→ **PROBLEM REQUIREMENTS**:
Write out the data that follows exactly, keeping every picture out.

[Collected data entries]
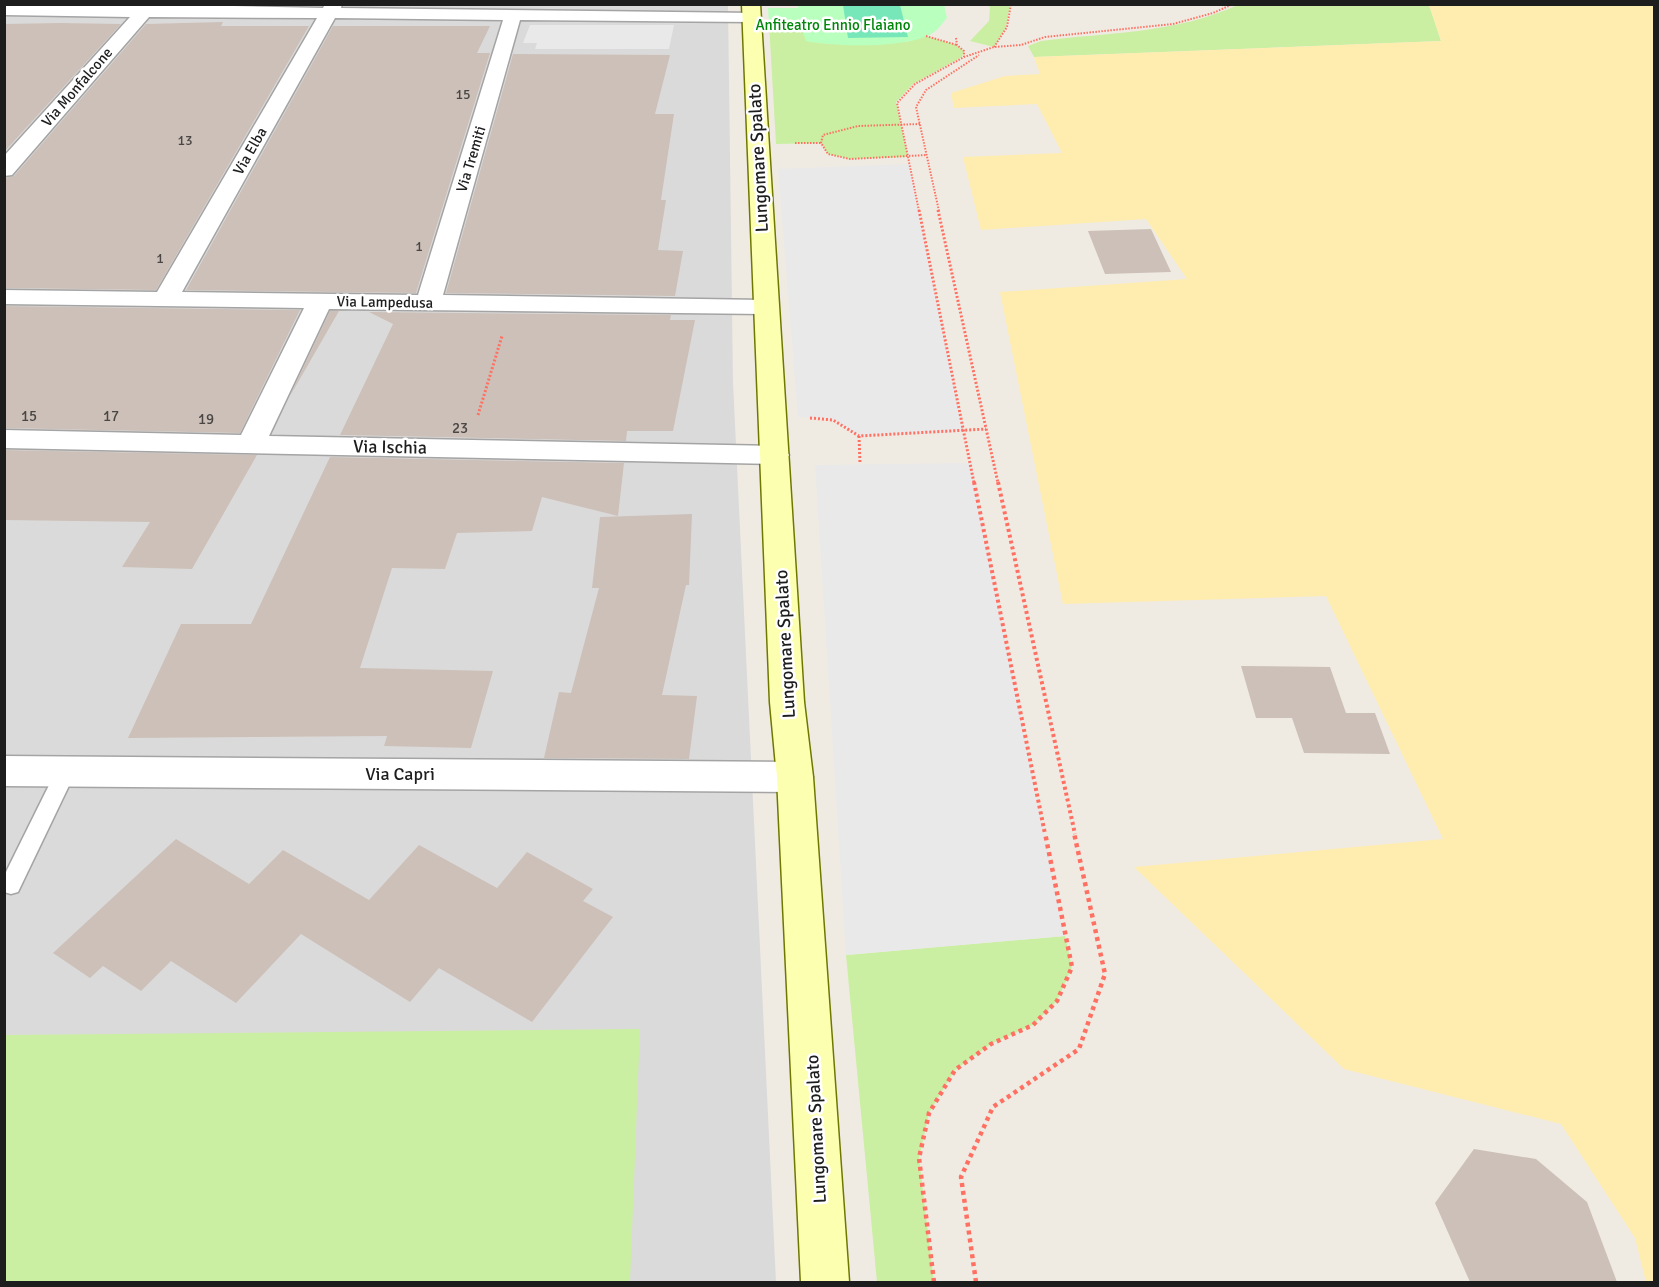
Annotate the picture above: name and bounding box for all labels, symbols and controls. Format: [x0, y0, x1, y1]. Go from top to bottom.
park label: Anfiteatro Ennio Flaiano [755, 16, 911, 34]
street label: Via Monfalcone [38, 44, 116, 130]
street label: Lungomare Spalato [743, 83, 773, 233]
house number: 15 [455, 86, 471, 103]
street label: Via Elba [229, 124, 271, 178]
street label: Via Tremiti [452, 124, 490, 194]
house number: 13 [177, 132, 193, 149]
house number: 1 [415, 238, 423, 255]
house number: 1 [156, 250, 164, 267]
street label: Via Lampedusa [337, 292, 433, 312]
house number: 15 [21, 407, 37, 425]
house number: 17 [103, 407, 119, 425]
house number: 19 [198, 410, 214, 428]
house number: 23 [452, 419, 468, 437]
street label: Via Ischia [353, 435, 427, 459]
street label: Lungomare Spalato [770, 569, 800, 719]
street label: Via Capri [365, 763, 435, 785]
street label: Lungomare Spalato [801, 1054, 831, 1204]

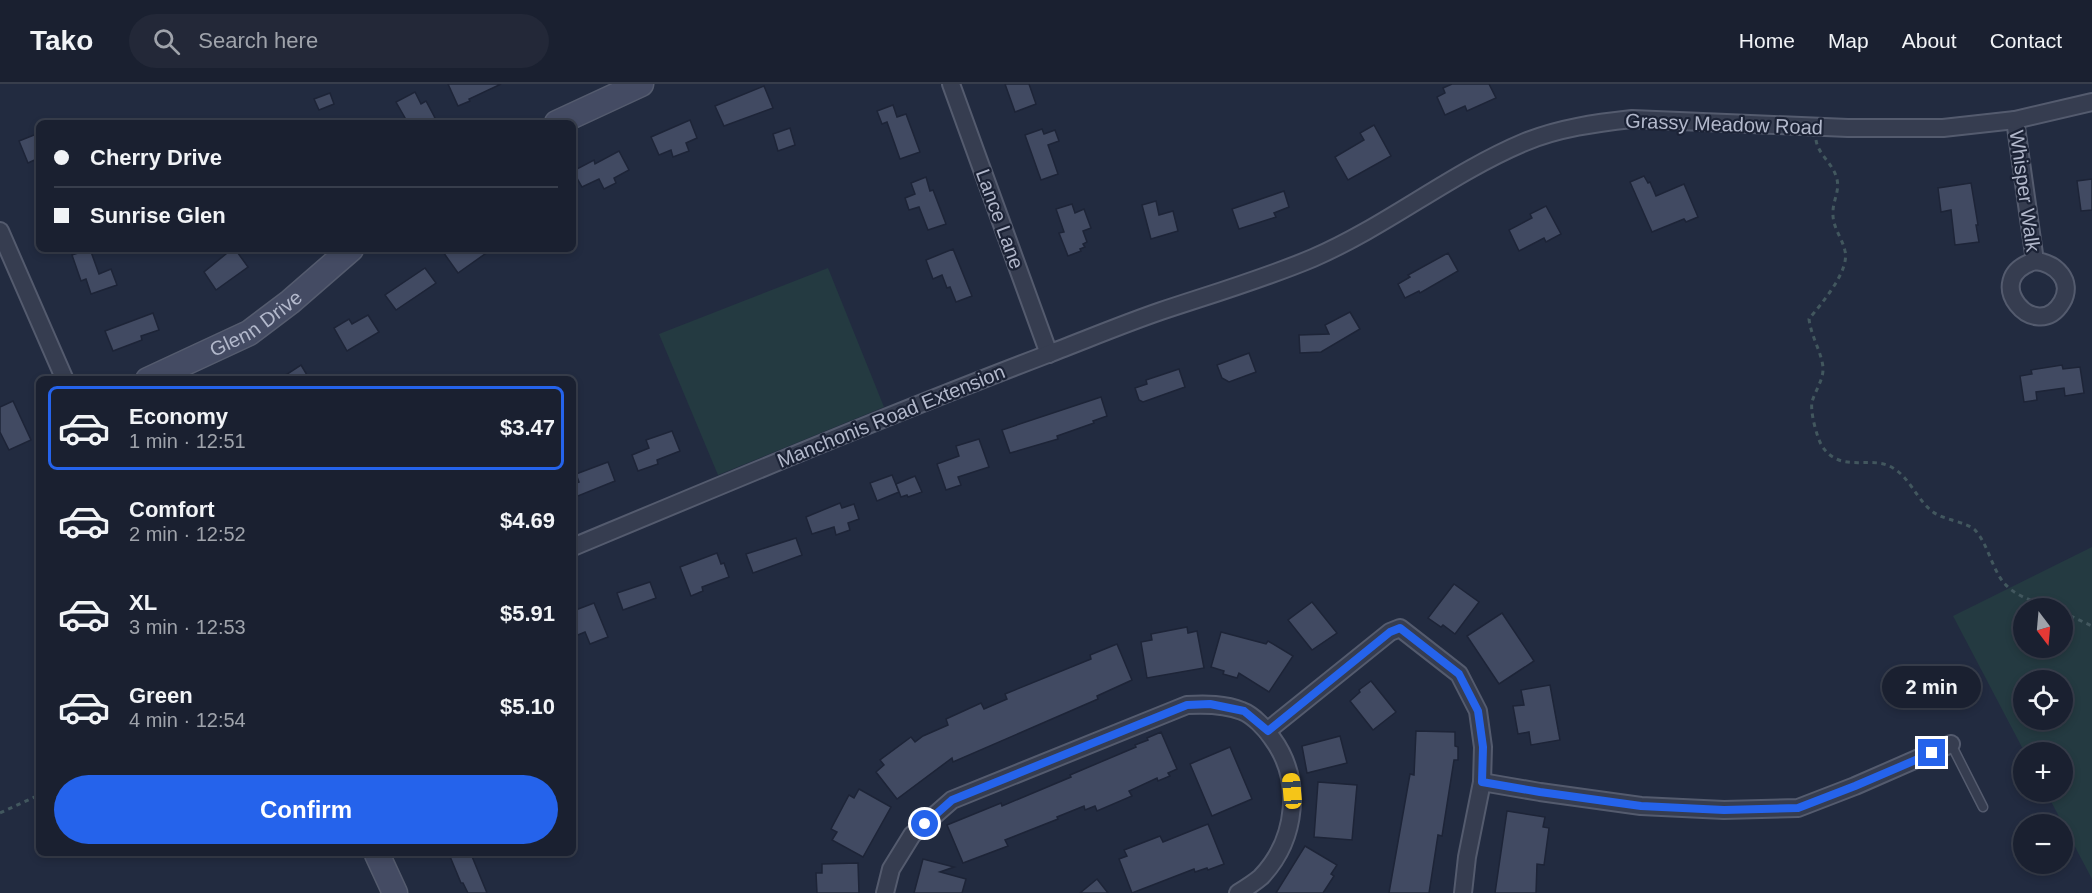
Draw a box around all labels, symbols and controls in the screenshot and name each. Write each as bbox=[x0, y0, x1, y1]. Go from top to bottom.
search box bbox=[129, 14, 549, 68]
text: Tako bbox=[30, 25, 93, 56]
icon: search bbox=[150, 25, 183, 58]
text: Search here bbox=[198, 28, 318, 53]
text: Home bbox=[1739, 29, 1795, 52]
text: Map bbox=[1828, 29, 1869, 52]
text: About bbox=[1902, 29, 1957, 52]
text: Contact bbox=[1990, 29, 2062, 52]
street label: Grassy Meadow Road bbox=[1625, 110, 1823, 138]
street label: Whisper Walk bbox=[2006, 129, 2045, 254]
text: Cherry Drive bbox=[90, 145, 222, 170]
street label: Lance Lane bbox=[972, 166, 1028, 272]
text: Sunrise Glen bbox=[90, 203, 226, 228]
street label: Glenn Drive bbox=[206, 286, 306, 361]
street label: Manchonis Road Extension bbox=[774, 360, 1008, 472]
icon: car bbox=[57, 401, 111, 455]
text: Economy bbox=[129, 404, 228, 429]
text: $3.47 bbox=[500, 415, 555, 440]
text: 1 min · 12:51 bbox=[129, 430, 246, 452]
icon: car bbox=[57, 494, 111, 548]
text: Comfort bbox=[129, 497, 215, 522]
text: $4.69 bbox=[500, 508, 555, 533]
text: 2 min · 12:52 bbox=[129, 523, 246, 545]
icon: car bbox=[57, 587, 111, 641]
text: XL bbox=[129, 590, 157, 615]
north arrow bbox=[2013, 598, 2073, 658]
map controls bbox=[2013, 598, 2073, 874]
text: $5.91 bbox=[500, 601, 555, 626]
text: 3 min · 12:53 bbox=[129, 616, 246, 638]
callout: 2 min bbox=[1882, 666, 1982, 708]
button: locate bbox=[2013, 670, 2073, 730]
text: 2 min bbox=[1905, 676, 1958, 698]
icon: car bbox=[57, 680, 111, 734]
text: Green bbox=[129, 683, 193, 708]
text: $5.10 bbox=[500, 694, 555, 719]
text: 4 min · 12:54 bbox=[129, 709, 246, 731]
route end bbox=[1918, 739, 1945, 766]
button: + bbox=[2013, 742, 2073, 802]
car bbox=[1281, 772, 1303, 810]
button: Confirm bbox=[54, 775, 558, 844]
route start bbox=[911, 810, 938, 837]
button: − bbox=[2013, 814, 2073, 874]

→ **WRITTEN ANSWER**:
Annotate the picture above: name and bounding box for all labels, symbols and controls. Format: [x0, y0, x1, y1]. Go from top to bottom.
park label: Anfiteatro Ennio Flaiano [755, 16, 911, 34]
street label: Via Monfalcone [38, 44, 116, 130]
street label: Lungomare Spalato [743, 83, 773, 233]
house number: 15 [455, 86, 471, 103]
street label: Via Elba [229, 124, 271, 178]
street label: Via Tremiti [452, 124, 490, 194]
house number: 13 [177, 132, 193, 149]
house number: 1 [415, 238, 423, 255]
house number: 1 [156, 250, 164, 267]
street label: Via Lampedusa [337, 292, 433, 312]
house number: 15 [21, 407, 37, 425]
house number: 17 [103, 407, 119, 425]
house number: 19 [198, 410, 214, 428]
house number: 23 [452, 419, 468, 437]
street label: Via Ischia [353, 435, 427, 459]
street label: Lungomare Spalato [770, 569, 800, 719]
street label: Via Capri [365, 763, 435, 785]
street label: Lungomare Spalato [801, 1054, 831, 1204]

Draw a box around all labels, symbols and controls in the screenshot and name each. Write each as bbox=[x0, y0, x1, y1]. Go from top to bottom.
search box bbox=[129, 14, 549, 68]
text: Tako bbox=[30, 25, 93, 56]
icon: search bbox=[150, 25, 183, 58]
text: Search here bbox=[198, 28, 318, 53]
text: Home bbox=[1739, 29, 1795, 52]
text: Map bbox=[1828, 29, 1869, 52]
text: About bbox=[1902, 29, 1957, 52]
text: Contact bbox=[1990, 29, 2062, 52]
street label: Grassy Meadow Road bbox=[1625, 110, 1823, 138]
street label: Whisper Walk bbox=[2006, 129, 2045, 254]
text: Cherry Drive bbox=[90, 145, 222, 170]
street label: Lance Lane bbox=[972, 166, 1028, 272]
text: Sunrise Glen bbox=[90, 203, 226, 228]
street label: Glenn Drive bbox=[206, 286, 306, 361]
street label: Manchonis Road Extension bbox=[774, 360, 1008, 472]
icon: car bbox=[57, 401, 111, 455]
text: Economy bbox=[129, 404, 228, 429]
text: $3.47 bbox=[500, 415, 555, 440]
text: 1 min · 12:51 bbox=[129, 430, 246, 452]
icon: car bbox=[57, 494, 111, 548]
text: Comfort bbox=[129, 497, 215, 522]
text: $4.69 bbox=[500, 508, 555, 533]
text: 2 min · 12:52 bbox=[129, 523, 246, 545]
icon: car bbox=[57, 587, 111, 641]
text: XL bbox=[129, 590, 157, 615]
north arrow bbox=[2013, 598, 2073, 658]
map controls bbox=[2013, 598, 2073, 874]
text: $5.91 bbox=[500, 601, 555, 626]
text: 3 min · 12:53 bbox=[129, 616, 246, 638]
callout: 2 min bbox=[1882, 666, 1982, 708]
button: locate bbox=[2013, 670, 2073, 730]
text: 2 min bbox=[1905, 676, 1958, 698]
icon: car bbox=[57, 680, 111, 734]
text: Green bbox=[129, 683, 193, 708]
text: $5.10 bbox=[500, 694, 555, 719]
text: 4 min · 12:54 bbox=[129, 709, 246, 731]
route end bbox=[1918, 739, 1945, 766]
button: + bbox=[2013, 742, 2073, 802]
car bbox=[1281, 772, 1303, 810]
button: Confirm bbox=[54, 775, 558, 844]
route start bbox=[911, 810, 938, 837]
button: − bbox=[2013, 814, 2073, 874]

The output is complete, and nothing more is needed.